A mocking voice of one of the older boys called out, “Weeds don’t sound delicious to me.”

Martha studied the rebellious-looking teen for a moment, recalling that it was this boy’s parents who were the first to withdraw their portion in the winter. The old woman knew his family had more than most. She asked, “Oh, it would sure taste better with a few corn cobs in it, but I doubt you would have any corn cobs to spare.” The boy’s face now showed total mockery, “We ain’t sharing our corn, but we have cobs lying around everywhere. I would like to see you eat one; you ain’t even got no teeth.” The boy ran to the barn to get the cobs.

The old lady beamed with great pleasure, then looked down at the skinny little girl who pressed closest to her, “Child, I know your mother keeps a few hens.
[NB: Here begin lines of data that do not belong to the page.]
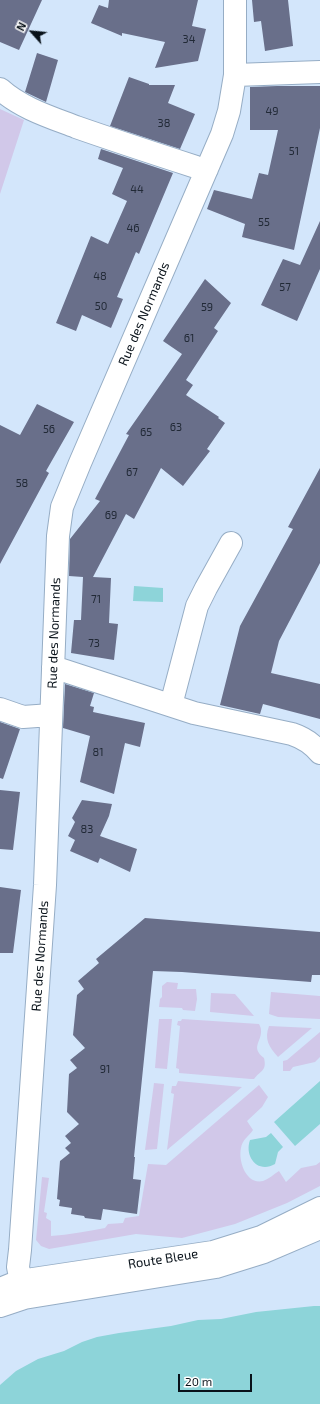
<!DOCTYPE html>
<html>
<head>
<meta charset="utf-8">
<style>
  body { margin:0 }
  #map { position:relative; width:320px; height:1404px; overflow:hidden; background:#d3e6fb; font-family:"Exo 2",sans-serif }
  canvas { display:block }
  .north { position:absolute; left:12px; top:12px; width:40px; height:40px; -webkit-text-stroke:3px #fff; paint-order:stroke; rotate:297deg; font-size:11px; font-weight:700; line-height:16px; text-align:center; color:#09121a }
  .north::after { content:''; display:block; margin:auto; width:14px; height:18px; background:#09121a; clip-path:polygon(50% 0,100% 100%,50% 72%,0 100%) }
  .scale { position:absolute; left:178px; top:1374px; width:74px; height:18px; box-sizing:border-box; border:2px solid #09121a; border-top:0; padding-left:5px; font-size:12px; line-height:14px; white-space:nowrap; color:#09121a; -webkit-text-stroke:3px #fff; paint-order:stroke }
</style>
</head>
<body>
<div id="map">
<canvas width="320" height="1404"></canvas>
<div class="north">N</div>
<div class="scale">20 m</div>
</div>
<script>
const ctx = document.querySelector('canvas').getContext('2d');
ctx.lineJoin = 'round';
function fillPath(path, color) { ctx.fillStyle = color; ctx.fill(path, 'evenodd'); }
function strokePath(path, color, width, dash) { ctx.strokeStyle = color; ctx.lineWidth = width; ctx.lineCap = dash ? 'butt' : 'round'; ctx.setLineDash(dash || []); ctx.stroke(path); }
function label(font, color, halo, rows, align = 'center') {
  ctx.font = font + ' "Exo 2",sans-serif'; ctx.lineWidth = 3.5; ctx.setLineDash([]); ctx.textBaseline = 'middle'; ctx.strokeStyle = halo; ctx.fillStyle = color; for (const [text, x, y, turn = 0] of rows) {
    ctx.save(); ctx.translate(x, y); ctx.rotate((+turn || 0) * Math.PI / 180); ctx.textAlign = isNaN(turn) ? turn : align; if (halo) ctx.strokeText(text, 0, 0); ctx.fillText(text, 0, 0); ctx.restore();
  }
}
const green = new Path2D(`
  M0,109l24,11 -24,74z
  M167,982l11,1 -1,6h19l1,10 -2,12 -12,-1 -1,-2 -23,-1 1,-8 2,-2v-11z
  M271,992l49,4v23l-42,-2 -9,-3z
  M211,993l24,1 19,22 -44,-4z
  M159,1019h13l-5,50 -12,-1z
  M182,1019l77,5c1,2 2,4 2,6 1,12 -11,17 3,28 3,13 -3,12 -10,21h-3l-72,-6v-4l-3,-1 4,-42 -3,-1 1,-4h3z
  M269,1026l43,2 -34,29c-9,-10 -14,-18 -9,-31z
  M320,1032v25l-5,5 -22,5 -3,4h-7v-10l4,-1z
  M178,1081l64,6 -75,63 7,-56 -3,-1 1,-7h4z
  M154,1083l10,1 -7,65 -12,1z
  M259,1085l9,12 -6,10 -15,14 6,9c-4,6 -11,10 -12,18 -3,13 5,37 22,33 6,-2 11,-7 16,-10l7,11 15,-14 15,-3 4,-3v24l-33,17 -52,21 -53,14 -46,-4 -87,15 -8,-3 -5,-6 6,-63 7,1 -5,34 3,1 -1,5 5,3v15c18,-1 36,-5 54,-8l3,-4 15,-1 2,-5 14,-2 9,-52 18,1z`);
const water = new Path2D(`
  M134,586l29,2v14l-30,-1z
  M320,1081v43l-25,22 -21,-24z
  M271,1133l12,14 -5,5 -3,12c-17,10 -31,-7 -25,-24l16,-3z
  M314,1306h6v98h-320v-19l16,-14 22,-12 26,-8 18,-9 15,-5 22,-4 52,-7 27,-6 23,-1 35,-7z`);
const building = new Path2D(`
  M0,0h42l-23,50 -19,-8z
  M109,0h89l-6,26 14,3 -8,32 -43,7 10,-26 -43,-9v3l-31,-13 8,-18 9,3z
  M252,0h36l5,46 -28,5 -4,-30 -7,1z
  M37,53l21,7 -12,42 -21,-10z
  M129,77l20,7v1h26l-7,18 27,11 -15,35 -70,-23z
  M277,86h43v42l-26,122 -52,-13 3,-13 -38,-15 7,-19 38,9 7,-26 9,2 10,-45h-28v-43z
  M101,149l72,24 -34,81 -3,-2 -19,45 6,2 -12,29 -29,-13 -6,16 -20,-8 35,-87 17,8 19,-43 -15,-7 11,-26 -25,-9z
  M320,221v48l-23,52 -36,-16 22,-46 17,6z
  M205,279l26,24 -17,25 4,3 -32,49 7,5 -7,10 33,22 -1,1 7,5 -18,26 3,2 -27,35 -22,-18 -27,51 -8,-5 -33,63 18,1 -2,45 9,1 -4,36 -43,-7 3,-33h7l2,-43 -14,-1 1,-37 30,-38 -5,-2 34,-64 -3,-1 56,-80 -19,-13z
  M37,404l37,18 -28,49 3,2 -49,91v-139l20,10z
  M320,468v95l-41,78 -8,32 49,11v35l-57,-15 -3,10 -40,-9 20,-79 53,-97 -5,-2z
  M65,684l29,9 -4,13 4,1 -1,5 52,11 -5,24 -15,-4 -11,51 -34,-12 10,-46 -27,-8z
  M0,722l20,7 -17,50 -3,-1z
  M0,790l20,2 -7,58 -13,-1z
  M82,800l30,4 -3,12 -9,20 37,13 -7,23 -30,-14 -2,5 -28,-12 5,-11 -7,-4 7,-14 -3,-4z
  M0,887l21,3 -8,63h-13z
  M145,918l175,14v43h-8l-1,7 -129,-10 -29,-1 -19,186h1l-2,22 8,1 -4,34 -34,-5 -2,11 -16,-2 -1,-2 -13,-2 1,-6 -13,-2 1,-6 -3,-1 3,-38 10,-8 -5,-5 6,-5 -6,-7 14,-12 -12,-12 2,-38 8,-6 -7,-8 15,-12 -12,-13 4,-40 7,-6 -6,-8 21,-18 -3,-4z`);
const minor = new Path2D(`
  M235,75l85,-3
  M0,89c21,19 50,28 76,38 40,14 80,27 120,40l11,2
  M53,667l141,46 98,21c12,4 20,9 28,19
  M171,705l26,-99 9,-18 25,-45
  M0,709l23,8 28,-2
  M0,1289l20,-8 193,-29 48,-15 59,-29
  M24,1298l-6,-31 2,-17 25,-365 13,-349 4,-29 18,-44 142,-329 7,-23 6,-36v-75
  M0,1306l24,-8 192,-31 48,-15 56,-24`);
const numberNames = [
  ["34",189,39],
  ["49",272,111],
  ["38",164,123],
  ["51",294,151],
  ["44",137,189],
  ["55",264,222],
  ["46",133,228],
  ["48",100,276],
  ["57",285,287],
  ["50",101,306],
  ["59",207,307],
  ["61",189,338],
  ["63",176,427],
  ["56",49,429],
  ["65",146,432],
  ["67",132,472],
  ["58",22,483],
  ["69",111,515],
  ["71",96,599],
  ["73",94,643],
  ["81",98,752],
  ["83",87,829],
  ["91",105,1069]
];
const streetNames = [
  ["Rue des Normands",144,314,-67],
  ["Rue des Normands",54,633,-88],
  ["Rue des Normands",40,956,-86],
  ["Route Bleue",163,1259,-9]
];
fillPath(green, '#d1c8e9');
fillPath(water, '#8dd4d9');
fillPath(building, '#696f8a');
strokePath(minor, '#96adc5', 24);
strokePath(minor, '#fff', 22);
label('11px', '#212936', null, numberNames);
label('13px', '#09121a', '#fff', streetNames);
</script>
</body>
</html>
Is there any possibility she has any egg shells that might go into the pot?” The little girl giggled at the old women’s strange request, then turned and ran home to return with a basketful of egg shells.

The corn cobs and egg shells were gently stirred into the Weed soup. “I got a bone my daddy gave me for my dog,” whispered a little boy as he held the bone up for the old lady to consider.

Old Martha’s eyes glistened, “Good, that’s very good. Could you break it into pieces with that big rock?” The boy did as he was asked, then held the pieces in his hand looking at her for direction. She nodded for him to add the pieces to the pot. The water simmered through the afternoon and until setting of sun, giving off a delicious aroma. What looked like cooking garbage to the kids, the old lady knew to be a vitamin and mineral-packed broth.

When another child came with a handful of wild onions, garlic, plantain leaves, and wild carrot tops, the old lady carefully strained the cobs and egg shells out of the broth and set them aside before adding her newest addition to the kettle. “Oh, those onions will really taste good. Thank you, child.” Another child scampered off, returning with one old turnip and a few other withered leaves from a cabbage. Yet another child brought a handful of potato peelings. The village idiot joined the group, bringing a handful of dried alfalfa gleaned from hay that the milk cows were fed. The children’s faces registered alarm at the sight of hay being stirred into the kettle, but old Martha smiled with thanksgiving at the poor man. Alfalfa’s nutritional value would add much to the broth. Wisdom, like nutrition, was found in the most unexpected places. Lastly, a child came forth with several sprigs of dried thyme and rosemary gleamed from her mother’s weathered winter garden.

Martha’s soup was now almost complete. Smiling contentedly, she reached into her pocket and pulled out a small chip of animal salt/mineral block and dropped it into the pot of soup. Then the old lady bent down to add the last small stick to the dying fire.

Hidden behind a half-shut door, a man grimaced as he saw the old lady’s look of concern at the lack of more wood for her fire. Earlier in the day in the forest, he had stood as still as death behind a tree, hoping she would not see him and thereby obliging him to help her drag the heavy tree limb back to the village. Now he saw the firelight dancing on the laughing faces of his own children. How long had it been since he had seen joy in their countenance? Behind other doors, the same shame grabbed at the hearts of the guilty.

The old widow knew nothing of their self-reproach, only of the joy she felt in her heart as she warmed herself by the dying fire while listening to the broth bubble and pop. Like the days of old, the sound of children’s squeals rang out through the deepening shadows of the night. She sighed deeply. Almost…almost it was like it was before…before the drought, before fear and selfishness had stolen the joy and camaraderie of the people. Nothing had changed. Her cupboards, like almost everyone else’s, were still bare. All she had to offer was a fire, some water and some weeds. But it was enough.

Just as the first star’s light began to shine on the village, old Martha’s long spoon dipped deeply into the pot, releasing the unmistakable aroma of a delicious soup. The youngsters suddenly stopped their play to sniff the air. Moans of sheer pleasure could be heard as they gathered around waiting.

Her old voice called out the invitation, “Who would like a bowl of Gypsy Soup?”